The Home Office has made the Data Protection Act 2018 (Qualifying Competent Authorities) Regulations 2025, approved by both Houses under the affirmative procedure. The instrument applies UK‑wide and, having been made on 27 October 2025, takes effect on 17 November 2025 under the 21‑day commencement rule in regulation 1(2). The measure enables certain public authorities to participate in joint processing with the intelligence services within the DPA’s Part 4 regime, subject to case‑by‑case designation.
Sections 89 and 90 of the Data (Use and Access) Act 2025 expand the scope of Part 4 so that, in addition to processing by an intelligence service, Part 4 also applies to processing by a “qualifying competent authority” where that processing is covered by a designation notice. The Act inserts new sections 82A to 82E into the DPA 2018 and confirms that where a designation applies, the law enforcement regime in Part 3 does not.
A designation notice may be issued by the Secretary of State only on a joint application from the qualifying competent authority and at least one intelligence service. The Secretary of State must consider designation to be required for safeguarding national security, must consult the Information Commissioner before issuing a notice, and must ensure the notice specifies the processing and the authority covered. Designation cannot cover transfers to a country outside the UK or to an international organisation.
Designation notices are time‑limited. They take effect from the stated start date and lapse after five years unless a shorter period is set or the notice is withdrawn sooner. The Secretary of State must review each live notice at least annually and may withdraw it, including where designation is no longer required; withdrawal timing must take account of the need for an orderly transition to new arrangements.
Transparency and redress are built in. The Commissioner must publish a record of each designation notice while it remains in force, with text withheld only where publication would harm national security, be contrary to the public interest or risk safety. Any person directly affected can appeal to the Tribunal, which applies the judicial review standard and may quash the notice.

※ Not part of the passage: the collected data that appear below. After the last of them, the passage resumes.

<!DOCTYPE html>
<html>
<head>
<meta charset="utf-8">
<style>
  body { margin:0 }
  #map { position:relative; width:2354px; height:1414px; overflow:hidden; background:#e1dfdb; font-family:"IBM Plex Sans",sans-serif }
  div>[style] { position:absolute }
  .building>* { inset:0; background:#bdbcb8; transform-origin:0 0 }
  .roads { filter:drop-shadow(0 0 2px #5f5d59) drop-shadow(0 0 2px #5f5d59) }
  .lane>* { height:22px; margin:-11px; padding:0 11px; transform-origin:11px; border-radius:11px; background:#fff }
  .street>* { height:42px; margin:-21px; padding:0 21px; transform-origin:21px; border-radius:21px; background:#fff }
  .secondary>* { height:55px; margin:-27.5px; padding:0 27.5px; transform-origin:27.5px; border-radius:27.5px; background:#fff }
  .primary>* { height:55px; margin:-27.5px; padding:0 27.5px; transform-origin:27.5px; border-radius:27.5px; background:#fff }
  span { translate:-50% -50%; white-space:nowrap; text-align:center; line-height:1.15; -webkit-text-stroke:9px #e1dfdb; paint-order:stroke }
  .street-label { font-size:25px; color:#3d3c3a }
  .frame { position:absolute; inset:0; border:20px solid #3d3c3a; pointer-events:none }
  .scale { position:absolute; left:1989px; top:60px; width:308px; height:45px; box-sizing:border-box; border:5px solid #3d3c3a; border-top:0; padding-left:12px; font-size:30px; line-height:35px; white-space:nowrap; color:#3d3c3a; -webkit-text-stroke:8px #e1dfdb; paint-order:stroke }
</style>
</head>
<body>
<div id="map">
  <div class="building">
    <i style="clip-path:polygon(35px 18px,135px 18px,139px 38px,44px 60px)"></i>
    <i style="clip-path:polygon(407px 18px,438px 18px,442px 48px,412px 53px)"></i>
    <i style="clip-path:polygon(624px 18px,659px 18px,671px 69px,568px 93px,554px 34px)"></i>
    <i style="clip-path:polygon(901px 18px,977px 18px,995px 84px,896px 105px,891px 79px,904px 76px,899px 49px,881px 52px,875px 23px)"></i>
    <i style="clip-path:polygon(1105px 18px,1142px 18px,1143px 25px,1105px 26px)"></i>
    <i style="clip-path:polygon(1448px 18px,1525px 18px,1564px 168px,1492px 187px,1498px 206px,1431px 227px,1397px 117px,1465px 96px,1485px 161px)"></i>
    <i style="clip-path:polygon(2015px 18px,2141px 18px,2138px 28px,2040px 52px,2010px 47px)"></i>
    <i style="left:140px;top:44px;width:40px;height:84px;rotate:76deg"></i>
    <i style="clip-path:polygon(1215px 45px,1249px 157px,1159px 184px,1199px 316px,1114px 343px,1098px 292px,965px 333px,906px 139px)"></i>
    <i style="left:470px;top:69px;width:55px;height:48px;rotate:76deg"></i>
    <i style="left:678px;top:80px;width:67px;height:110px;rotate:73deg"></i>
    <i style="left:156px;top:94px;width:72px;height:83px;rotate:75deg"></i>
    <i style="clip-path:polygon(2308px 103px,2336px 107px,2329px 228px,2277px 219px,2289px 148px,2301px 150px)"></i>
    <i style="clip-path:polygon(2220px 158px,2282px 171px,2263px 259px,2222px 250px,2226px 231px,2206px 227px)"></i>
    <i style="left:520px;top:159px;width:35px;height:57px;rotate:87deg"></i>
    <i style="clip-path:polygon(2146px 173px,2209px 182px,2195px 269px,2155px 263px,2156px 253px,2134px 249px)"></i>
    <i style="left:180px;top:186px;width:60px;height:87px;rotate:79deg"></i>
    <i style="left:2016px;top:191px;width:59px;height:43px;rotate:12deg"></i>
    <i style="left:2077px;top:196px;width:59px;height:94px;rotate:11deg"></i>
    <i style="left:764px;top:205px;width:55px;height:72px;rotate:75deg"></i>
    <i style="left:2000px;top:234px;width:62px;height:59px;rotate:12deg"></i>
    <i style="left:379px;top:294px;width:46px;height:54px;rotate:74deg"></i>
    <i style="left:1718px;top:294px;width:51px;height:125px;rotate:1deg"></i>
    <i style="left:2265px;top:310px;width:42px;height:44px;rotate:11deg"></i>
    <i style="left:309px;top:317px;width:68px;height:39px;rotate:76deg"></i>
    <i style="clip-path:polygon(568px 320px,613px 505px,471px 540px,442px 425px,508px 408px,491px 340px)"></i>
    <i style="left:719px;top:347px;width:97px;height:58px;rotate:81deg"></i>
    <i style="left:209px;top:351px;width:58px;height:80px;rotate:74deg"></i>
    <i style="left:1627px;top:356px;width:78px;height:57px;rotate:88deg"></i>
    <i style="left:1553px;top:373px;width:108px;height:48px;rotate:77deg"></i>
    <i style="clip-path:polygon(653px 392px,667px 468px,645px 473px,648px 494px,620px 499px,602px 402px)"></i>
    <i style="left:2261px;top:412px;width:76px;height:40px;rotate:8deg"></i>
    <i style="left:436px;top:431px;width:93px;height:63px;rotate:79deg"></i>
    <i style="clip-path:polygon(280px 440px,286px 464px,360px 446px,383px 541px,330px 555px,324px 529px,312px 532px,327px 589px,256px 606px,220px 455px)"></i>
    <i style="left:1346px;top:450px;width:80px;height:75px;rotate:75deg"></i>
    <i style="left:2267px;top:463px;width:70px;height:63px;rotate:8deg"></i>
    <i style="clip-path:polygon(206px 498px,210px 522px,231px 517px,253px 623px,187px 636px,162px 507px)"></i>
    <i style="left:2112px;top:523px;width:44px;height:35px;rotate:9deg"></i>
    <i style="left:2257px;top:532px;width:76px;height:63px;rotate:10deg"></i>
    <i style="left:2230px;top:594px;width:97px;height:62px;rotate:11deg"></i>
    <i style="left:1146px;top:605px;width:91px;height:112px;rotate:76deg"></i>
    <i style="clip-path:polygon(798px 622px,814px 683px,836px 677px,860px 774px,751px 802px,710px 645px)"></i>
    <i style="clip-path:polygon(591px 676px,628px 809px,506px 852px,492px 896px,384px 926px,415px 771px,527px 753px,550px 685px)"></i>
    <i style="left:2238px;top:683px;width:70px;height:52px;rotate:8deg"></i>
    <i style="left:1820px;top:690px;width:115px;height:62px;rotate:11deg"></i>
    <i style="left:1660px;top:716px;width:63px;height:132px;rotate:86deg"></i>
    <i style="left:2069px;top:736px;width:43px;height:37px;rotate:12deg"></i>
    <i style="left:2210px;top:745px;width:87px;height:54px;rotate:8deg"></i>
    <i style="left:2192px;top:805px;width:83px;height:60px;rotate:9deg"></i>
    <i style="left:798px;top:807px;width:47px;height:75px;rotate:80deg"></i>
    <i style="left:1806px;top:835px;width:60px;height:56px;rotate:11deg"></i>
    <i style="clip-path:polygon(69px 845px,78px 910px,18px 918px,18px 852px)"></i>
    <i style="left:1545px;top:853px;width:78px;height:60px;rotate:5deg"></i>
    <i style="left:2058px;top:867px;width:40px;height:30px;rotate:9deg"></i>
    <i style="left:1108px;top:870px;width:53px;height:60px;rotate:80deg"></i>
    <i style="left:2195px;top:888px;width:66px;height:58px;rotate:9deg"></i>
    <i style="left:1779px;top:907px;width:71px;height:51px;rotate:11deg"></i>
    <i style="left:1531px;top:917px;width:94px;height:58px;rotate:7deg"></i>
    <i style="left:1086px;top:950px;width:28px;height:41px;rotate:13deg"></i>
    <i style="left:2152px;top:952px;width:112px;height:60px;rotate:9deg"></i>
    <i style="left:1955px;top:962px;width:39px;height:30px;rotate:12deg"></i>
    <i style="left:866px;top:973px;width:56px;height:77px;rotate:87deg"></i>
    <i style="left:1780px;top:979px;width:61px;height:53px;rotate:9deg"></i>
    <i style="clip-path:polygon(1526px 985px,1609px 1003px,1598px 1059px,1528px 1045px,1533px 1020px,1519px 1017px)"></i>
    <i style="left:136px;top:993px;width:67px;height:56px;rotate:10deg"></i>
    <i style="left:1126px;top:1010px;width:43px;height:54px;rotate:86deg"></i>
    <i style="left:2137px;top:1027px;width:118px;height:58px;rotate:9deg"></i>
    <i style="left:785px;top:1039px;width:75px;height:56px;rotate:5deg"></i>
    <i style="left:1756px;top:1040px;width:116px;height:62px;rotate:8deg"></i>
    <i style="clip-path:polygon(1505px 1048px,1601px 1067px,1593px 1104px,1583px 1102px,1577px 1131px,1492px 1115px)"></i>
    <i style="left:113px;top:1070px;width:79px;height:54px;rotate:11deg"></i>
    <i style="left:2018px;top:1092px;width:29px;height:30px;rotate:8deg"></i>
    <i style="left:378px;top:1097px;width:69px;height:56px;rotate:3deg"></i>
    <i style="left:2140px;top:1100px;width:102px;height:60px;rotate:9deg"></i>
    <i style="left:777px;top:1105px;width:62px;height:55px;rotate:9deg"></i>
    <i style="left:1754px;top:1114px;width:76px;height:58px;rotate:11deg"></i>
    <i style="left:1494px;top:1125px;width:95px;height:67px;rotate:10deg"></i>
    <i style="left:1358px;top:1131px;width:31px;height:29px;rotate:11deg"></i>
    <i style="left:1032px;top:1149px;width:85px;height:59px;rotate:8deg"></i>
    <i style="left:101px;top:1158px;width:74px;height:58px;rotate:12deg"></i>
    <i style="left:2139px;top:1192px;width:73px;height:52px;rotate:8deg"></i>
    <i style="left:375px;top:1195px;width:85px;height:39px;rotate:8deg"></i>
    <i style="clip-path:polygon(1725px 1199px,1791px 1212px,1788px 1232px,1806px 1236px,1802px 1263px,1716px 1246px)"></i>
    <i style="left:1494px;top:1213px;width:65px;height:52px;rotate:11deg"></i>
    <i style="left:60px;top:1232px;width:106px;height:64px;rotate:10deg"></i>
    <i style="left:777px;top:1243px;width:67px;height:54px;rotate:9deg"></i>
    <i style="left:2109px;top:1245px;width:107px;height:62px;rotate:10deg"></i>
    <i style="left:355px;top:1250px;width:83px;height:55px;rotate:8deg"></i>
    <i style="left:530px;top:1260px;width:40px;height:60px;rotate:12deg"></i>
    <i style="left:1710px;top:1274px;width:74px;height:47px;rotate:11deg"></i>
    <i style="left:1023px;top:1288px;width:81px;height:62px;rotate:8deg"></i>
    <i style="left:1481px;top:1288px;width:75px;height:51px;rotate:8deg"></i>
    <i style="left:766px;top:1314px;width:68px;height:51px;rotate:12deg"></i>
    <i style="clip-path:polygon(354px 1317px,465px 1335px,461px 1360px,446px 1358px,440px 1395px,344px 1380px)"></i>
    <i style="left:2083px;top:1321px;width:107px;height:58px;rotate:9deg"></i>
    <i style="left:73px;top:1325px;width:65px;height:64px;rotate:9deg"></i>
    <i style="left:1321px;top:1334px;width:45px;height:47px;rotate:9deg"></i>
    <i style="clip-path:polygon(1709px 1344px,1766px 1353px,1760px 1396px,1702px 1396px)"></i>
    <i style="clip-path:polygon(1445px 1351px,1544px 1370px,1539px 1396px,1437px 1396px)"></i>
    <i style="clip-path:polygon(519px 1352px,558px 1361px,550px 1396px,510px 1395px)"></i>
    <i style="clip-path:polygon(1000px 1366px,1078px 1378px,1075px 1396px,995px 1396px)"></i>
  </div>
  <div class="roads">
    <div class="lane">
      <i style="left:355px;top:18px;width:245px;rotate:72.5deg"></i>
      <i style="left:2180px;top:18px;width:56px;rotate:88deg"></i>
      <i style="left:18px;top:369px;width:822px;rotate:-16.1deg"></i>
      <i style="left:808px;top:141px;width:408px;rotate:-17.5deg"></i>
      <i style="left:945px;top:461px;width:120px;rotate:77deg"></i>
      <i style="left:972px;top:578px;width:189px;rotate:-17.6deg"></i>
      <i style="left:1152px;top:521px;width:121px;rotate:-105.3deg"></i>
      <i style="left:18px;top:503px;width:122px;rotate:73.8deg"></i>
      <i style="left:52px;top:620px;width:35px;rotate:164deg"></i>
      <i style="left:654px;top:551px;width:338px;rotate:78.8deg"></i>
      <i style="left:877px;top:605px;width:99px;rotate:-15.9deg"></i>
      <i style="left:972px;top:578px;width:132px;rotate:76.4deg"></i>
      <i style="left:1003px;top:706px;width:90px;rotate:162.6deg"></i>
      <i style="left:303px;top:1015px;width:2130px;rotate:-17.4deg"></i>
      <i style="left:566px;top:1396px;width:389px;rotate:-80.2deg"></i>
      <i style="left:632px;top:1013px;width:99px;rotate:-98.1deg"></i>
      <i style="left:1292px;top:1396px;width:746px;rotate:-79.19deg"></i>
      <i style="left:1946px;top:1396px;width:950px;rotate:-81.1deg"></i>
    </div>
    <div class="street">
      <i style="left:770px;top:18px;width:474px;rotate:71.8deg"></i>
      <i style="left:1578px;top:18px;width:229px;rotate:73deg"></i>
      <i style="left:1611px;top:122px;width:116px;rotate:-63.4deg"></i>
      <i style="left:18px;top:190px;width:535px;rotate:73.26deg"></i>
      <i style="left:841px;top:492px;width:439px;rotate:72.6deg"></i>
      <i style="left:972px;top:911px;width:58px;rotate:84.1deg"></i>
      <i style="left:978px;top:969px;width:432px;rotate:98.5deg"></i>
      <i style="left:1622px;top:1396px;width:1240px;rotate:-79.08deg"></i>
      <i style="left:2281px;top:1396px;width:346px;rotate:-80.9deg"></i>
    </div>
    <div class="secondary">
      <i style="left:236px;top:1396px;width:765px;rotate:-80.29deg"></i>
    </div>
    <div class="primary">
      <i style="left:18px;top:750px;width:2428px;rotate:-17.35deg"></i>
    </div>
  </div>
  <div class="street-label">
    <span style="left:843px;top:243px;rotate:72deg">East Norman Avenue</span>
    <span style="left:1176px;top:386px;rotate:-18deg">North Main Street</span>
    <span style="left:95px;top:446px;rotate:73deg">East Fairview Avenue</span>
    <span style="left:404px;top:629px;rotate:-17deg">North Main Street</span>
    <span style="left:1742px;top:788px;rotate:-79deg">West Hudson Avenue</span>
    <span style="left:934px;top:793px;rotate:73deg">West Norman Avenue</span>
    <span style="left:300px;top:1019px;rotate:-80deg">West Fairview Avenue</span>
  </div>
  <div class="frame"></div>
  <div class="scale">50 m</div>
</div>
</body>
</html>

The Regulations set out who counts as a “qualifying” competent authority for these purposes. They include any UK ministerial department; chief constables across England and Wales, Scotland and Northern Ireland; the Metropolitan Police and City of London Police; British Transport Police, Civil Nuclear Constabulary and Ministry of Defence Police; the Provost Marshals of the service police (including for serious crime); harbour and port constabularies; collaboration bodies under section 22A of the Police Act 1996; HM Revenue and Customs; the Director General of the National Crime Agency; HM Land Registry; the Parole Boards for England and Wales and Scotland; the Parole Commissioners for Northern Ireland; the Probation Board for Northern Ireland; and any person with a statutory responsibility to secure electronic monitoring of an individual.
The list deliberately includes ministerial departments in general while identifying specific non‑ministerial bodies-such as HMRC and HM Land Registry-by name. For policing, it captures both territorial leadership roles and specialised national forces. Inclusion of parole and probation bodies, and of those legally responsible for electronic monitoring, ensures criminal justice functions can participate in joint operations where justified.
Once a designation notice is in place, the qualifying authority’s covered processing falls under Part 4 rather than Part 3 of the DPA. In practice, that means applying the intelligence‑services data protection principles and standards, and relying on Part 4 conditions for processing (including Schedule 9, and Schedule 10 where sensitive processing is undertaken). The Commissioner’s Part 4 guidance highlights the six principles and the expectation that serious personal data breaches be reported to the ICO.
Controllers carrying out designated joint processing must document their joint controller arrangement under section 104 DPA 2018, which the DUAA amended to accommodate these arrangements. Applications must describe the purposes and means of processing and explain why designation is required for national security. While Part 4 does not mandate a DPIA, the ICO notes that using a DPIA is a practical way to evidence compliance.
For openness, the Commissioner will publish a record of each designation notice and its duration, subject to necessary redactions. Organisations should expect the existence and timing of designations to be visible in the public record while they are in force. Appeals remain available to those directly affected.
Timing matters for implementers. Sections 89 and 90 of the DUAA were commenced in September 2025, enabling the Secretary of State to make these Regulations and, once in force on 17 November 2025, to consider designation applications. Teams in policing, HMRC, HMLR and relevant justice bodies should align internal governance, joint controller arrangements and security measures with Part 4 standards ahead of any application.
The Explanatory Note to the instrument states that no full impact assessment was produced given no, or no significant, impact is foreseen. Organisations should nonetheless record the specific legal basis for any designated processing and ensure public communications are ready in light of the Commissioner’s duty to publish designation records.